Tuesday 17 January 2017

Are opinions limiting?

For many years I was taught to express a non-partisan perspective on life towards my clients, the students, and to be as non-political as was possible whilst towing the ethos of the school beliefs and values.
Basically I was taught to leave my true opinions at the door and to withhold my own ideas in favour of the group identity. It shaped most of my working days and even into the business I set up after leaving the classroom.
Remaining neutral took a great deal of emotional energy but it left me watching the news and people's conversations in a different way.
One example I can remember was a statement read out in the House of Commons.
I listened to the words which were used to construct the sentences, and the impression it gave to the house. It was an interesting statement, so it stayed with me.
Imagine my surprise when I heard the newscaster placing a slant on it which was not there in the original prose. Imagine my inner annoyance when the newspapers took the words and twisted them about in such a way as to make the original sentences sound completely opposite.
I was shocked by this falsified reporting, which really it was, and was even more surprised at the interview which followed where the minister was tackled about what had been reported not what he had read out.
It was then I realised the efficacy of holding the school's values and listening hard to what was said by the student themselves, not what was retold to me by his/her friends.

Finding a new routine; but old ones keep getting in the way

Seems strange to be disciplining myself to doing something on a regular basis after being controlled by the bell and buzzer for the majority of my working life. Making a commitment to writing something like this is one I don't take lightly and have already put it into the diary on my phone for a Sunday afternoon activity. That aspect of working hasn't left and even though I have been working for myself these past ten years, the old habits kick in and run the process once more.
What about the comment; "you can take the teacher out of the classroom but you can't take the classroom out of the teacher." So very true.
A few months ago I was staying in an hotel and heard the sound of a bleeping bell, which sounded remarkably like the bell we had at change of lesson. Before I knew it I was up, dressed, cleaning my teeth and wondering what it was I should be teaching first lesson. Automatic responses had kicked in and I was pumped ready for the classroom.
Panic then set in as I realised I couldn't think what it was I was teaching, any more than I could remember who I was teaching! As the panic rose, I tried as hard as I could to reason with myself, I wasn't going completely mad. What school was I at and where did I have to drive? Was I supplying somewhere? What was the address.......
Slowly, as the panic rose to pains in the chest, a glimmer of a thought came into my mind, am I still teaching? I looked around and the hotel came into vision. I looked at my phone, I checked the diary, it said I was in Glastonbury for three days break and today was a visit to Wells Cathedral.
As the scales of panic left my eyes I realised what had happened and laughed. It was 6:30am and the couple next to me were moving around getting ready to move on. I was dressed so there was little or no point in going back to bed, so put the kettle on and settled down with some early morning news and a cuppa.
Wells Cathedral was wonderful but my chest hurt for hours.

Monday 9 January 2017

Hi, my name's Jo, nice to meet you.......

Who am I?
Oh just a woman heading into her 63rd year and loving every minute of it.
People who know me would be scoffing at this point and uttering a comment to the effect, "just a woman, pah, I just wish I had half your energy and joy!" which is nice really and makes me smile rather broadly.

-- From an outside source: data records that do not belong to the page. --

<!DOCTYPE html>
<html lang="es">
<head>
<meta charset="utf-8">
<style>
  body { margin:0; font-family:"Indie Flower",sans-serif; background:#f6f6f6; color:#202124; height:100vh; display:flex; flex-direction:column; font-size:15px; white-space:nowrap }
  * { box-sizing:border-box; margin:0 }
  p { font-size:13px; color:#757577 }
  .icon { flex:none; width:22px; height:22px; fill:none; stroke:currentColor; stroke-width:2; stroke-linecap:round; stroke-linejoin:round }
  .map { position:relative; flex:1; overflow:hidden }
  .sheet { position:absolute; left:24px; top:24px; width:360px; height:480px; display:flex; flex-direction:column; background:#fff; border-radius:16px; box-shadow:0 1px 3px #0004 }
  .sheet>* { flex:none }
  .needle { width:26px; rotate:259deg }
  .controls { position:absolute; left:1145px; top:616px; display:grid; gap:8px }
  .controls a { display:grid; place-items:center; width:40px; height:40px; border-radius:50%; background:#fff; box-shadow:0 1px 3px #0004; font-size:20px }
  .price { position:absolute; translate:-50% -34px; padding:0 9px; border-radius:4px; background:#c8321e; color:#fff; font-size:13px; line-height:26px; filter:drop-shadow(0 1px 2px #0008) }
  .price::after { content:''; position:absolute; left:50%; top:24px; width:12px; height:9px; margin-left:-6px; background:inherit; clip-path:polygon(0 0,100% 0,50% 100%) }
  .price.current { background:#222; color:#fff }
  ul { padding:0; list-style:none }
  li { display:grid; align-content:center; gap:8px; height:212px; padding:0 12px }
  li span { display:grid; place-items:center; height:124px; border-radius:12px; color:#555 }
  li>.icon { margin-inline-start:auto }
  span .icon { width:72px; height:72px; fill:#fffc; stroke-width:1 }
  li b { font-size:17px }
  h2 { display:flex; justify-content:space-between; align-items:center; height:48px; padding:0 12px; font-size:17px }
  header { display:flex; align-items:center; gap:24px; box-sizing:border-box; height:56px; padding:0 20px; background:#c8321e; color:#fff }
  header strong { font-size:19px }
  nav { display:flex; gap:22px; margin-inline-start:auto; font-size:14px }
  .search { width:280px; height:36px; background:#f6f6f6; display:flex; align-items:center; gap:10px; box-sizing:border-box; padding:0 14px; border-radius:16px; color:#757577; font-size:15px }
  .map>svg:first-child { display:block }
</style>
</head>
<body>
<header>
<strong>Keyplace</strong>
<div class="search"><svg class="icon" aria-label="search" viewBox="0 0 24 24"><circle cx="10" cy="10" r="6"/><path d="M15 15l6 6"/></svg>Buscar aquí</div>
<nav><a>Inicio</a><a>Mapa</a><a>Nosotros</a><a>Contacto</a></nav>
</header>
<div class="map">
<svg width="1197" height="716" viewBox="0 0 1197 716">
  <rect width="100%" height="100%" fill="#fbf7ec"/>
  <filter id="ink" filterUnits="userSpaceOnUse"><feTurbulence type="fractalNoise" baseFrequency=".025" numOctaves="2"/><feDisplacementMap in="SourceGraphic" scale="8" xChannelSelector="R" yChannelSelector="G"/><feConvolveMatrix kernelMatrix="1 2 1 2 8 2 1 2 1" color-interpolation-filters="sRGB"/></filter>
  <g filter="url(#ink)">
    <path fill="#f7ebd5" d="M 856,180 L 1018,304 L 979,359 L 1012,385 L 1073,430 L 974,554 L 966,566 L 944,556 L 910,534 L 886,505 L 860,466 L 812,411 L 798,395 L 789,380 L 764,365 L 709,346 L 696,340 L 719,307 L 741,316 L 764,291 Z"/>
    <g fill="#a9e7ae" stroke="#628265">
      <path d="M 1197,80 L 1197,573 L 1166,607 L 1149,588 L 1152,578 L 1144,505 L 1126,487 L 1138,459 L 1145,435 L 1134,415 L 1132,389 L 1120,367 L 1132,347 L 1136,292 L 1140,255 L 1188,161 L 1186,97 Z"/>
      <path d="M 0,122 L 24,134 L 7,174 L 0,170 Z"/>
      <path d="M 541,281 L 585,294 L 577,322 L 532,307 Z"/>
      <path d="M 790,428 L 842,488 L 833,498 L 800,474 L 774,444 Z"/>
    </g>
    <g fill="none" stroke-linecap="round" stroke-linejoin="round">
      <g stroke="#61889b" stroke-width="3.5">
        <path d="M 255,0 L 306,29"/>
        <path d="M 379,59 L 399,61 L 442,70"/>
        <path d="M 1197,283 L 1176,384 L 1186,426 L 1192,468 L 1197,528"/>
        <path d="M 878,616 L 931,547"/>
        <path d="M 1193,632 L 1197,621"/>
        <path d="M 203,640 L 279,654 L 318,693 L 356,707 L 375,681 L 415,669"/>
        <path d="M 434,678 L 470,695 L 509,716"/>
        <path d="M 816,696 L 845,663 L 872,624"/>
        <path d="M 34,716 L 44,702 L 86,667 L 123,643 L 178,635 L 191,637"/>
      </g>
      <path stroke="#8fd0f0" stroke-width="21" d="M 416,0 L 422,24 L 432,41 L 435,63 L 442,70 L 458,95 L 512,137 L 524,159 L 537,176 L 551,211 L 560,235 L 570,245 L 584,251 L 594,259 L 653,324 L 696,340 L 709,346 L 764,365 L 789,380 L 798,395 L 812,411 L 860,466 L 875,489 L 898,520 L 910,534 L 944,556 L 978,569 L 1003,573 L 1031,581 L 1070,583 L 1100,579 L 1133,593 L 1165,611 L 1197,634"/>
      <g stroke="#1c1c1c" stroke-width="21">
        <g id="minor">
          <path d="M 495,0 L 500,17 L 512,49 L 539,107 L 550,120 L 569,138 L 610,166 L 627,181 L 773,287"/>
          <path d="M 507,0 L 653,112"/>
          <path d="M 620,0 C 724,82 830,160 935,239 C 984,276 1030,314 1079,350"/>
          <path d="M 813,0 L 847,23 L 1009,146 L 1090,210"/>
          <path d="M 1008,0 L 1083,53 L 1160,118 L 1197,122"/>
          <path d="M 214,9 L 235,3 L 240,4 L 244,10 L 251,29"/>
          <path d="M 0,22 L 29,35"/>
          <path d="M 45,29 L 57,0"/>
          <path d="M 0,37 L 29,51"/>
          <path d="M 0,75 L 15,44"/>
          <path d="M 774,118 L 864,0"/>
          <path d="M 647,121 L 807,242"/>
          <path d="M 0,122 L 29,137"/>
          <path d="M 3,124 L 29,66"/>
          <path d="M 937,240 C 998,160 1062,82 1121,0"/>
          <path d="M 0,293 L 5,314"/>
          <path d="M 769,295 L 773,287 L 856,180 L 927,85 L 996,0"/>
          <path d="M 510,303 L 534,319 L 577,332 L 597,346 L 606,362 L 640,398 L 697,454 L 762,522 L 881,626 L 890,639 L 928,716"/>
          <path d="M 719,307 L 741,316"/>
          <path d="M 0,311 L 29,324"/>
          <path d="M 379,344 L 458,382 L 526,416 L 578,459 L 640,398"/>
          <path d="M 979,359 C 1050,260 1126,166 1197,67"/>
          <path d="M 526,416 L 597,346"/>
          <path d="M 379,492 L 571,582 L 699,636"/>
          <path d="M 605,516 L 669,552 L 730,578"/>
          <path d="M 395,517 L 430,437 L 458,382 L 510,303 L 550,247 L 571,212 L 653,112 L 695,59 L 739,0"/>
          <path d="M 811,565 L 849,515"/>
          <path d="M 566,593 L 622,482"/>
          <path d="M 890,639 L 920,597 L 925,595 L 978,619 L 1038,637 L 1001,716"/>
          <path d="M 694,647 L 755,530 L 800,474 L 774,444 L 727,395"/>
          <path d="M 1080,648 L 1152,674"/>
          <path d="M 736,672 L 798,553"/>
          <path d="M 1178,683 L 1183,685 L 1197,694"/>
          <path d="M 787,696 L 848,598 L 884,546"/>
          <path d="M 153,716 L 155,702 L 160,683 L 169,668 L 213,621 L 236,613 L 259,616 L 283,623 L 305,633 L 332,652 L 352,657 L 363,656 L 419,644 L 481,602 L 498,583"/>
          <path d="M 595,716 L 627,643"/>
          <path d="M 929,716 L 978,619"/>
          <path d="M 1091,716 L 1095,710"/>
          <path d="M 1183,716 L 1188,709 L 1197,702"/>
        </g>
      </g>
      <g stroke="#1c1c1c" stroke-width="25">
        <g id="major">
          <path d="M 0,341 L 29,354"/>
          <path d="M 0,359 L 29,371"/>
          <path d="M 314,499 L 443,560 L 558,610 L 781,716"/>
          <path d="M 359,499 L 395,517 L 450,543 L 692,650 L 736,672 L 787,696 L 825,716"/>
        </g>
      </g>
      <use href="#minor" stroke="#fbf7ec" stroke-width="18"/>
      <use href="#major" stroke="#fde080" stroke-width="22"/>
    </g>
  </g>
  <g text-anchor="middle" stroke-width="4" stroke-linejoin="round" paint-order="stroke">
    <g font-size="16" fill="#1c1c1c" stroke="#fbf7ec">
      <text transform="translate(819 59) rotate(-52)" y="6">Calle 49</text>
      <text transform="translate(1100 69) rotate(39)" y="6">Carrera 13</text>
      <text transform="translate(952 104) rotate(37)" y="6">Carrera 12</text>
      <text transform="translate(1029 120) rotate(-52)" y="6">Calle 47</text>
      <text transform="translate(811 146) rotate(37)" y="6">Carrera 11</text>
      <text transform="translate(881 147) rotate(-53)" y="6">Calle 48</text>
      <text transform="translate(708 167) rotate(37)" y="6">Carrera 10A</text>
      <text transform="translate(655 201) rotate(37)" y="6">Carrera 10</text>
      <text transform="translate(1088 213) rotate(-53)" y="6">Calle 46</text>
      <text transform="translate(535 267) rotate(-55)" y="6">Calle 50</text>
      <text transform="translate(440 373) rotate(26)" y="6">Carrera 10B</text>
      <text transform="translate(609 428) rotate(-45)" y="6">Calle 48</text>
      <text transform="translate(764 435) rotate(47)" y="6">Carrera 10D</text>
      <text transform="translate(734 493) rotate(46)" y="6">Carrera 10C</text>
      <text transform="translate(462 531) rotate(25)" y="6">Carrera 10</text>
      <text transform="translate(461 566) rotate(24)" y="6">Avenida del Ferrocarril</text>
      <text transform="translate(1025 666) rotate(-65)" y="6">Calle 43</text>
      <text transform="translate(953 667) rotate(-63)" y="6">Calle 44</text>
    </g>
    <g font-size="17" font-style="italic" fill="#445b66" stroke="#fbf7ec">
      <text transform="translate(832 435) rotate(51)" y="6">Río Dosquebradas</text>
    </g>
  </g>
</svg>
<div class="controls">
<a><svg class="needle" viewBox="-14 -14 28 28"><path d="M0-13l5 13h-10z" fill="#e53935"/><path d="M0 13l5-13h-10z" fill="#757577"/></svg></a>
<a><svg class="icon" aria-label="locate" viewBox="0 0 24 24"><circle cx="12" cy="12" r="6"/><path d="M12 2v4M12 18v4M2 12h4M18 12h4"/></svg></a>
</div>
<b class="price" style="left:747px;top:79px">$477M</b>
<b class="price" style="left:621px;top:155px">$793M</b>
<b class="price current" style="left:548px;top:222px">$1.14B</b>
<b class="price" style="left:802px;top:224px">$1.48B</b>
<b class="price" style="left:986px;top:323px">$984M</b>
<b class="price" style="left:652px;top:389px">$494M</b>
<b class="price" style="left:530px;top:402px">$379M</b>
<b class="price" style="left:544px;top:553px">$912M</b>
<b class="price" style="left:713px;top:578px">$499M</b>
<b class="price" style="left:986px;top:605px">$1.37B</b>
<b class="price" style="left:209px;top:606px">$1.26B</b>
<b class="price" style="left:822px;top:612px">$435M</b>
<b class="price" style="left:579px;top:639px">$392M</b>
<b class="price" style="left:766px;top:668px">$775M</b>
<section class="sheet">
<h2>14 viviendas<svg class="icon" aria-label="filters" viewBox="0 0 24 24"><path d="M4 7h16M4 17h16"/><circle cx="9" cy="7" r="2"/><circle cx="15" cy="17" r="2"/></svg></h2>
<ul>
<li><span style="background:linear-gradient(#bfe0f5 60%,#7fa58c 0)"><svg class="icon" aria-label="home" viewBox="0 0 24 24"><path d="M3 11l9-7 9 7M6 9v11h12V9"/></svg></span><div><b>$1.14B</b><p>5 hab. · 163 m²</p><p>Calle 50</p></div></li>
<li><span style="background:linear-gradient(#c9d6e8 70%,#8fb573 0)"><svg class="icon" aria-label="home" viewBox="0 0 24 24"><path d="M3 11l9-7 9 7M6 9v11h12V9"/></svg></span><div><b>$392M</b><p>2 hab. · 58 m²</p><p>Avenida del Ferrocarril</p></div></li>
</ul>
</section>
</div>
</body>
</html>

So what can I say about myself? Well I'm fanatical about travelling be it in this country or abroad. I walk as often as I can and now I don't have horses, I visit RSPB or Woodland Trust sites, marshes, seashores and the like.
I am a happy painter, both house and on paper, and want to improve constantly.
Love my own company but also love the company of others.
And I love studying! A total bookworm!
Sounds boring. I know but honestly those who know me would never say that.
So welcome to Life After Sixty; let's see where this goes shall we?